:: Supplied information
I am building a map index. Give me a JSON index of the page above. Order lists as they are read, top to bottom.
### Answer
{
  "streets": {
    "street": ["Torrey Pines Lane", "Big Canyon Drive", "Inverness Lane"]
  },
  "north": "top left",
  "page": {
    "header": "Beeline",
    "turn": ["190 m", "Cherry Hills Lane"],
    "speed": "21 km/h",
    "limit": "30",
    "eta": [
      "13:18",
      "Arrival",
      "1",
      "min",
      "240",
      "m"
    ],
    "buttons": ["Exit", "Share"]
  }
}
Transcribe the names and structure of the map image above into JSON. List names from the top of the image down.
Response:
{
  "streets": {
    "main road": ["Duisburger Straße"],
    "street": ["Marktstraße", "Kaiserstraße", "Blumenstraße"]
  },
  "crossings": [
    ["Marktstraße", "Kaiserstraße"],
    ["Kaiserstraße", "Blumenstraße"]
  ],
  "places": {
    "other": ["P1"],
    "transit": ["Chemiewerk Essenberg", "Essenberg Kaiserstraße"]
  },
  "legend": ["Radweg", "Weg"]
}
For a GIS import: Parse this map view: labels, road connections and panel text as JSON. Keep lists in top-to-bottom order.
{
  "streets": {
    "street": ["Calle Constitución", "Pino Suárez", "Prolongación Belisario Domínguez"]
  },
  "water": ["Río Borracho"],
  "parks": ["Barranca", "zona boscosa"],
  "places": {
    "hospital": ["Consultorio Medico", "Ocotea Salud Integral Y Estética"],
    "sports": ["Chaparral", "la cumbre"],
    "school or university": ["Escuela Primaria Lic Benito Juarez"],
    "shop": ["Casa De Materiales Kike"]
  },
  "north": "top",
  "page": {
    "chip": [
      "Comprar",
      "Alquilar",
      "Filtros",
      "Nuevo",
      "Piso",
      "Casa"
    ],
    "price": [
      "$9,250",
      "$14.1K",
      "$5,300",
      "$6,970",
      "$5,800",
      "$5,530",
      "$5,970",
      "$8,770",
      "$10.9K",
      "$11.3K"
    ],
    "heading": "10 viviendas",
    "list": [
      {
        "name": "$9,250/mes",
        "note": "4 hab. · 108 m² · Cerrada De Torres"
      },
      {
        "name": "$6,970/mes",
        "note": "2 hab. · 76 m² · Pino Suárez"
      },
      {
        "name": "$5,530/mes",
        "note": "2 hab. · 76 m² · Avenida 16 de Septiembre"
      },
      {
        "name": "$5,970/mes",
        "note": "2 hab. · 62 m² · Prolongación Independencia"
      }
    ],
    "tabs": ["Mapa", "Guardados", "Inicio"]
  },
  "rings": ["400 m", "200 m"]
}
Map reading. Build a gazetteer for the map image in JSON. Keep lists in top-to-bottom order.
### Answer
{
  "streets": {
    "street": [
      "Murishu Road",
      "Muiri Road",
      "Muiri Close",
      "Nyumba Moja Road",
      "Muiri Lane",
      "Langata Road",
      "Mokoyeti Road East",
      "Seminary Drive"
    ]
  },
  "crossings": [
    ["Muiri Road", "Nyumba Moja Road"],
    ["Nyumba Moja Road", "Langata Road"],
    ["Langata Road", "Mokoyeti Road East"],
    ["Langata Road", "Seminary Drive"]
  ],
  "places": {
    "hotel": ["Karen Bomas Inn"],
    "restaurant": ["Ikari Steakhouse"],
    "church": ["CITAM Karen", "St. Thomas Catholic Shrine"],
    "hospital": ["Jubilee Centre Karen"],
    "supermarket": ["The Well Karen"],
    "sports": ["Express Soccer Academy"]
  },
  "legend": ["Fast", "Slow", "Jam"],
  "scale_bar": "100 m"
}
::::
**What is being asked:** Write out every line from the entries where "image" appears.

**Answer to the problem:**
Transcribe the names and structure of the map image above into JSON. List names from the top of the image down.
Map reading. Build a gazetteer for the map image in JSON. Keep lists in top-to-bottom order.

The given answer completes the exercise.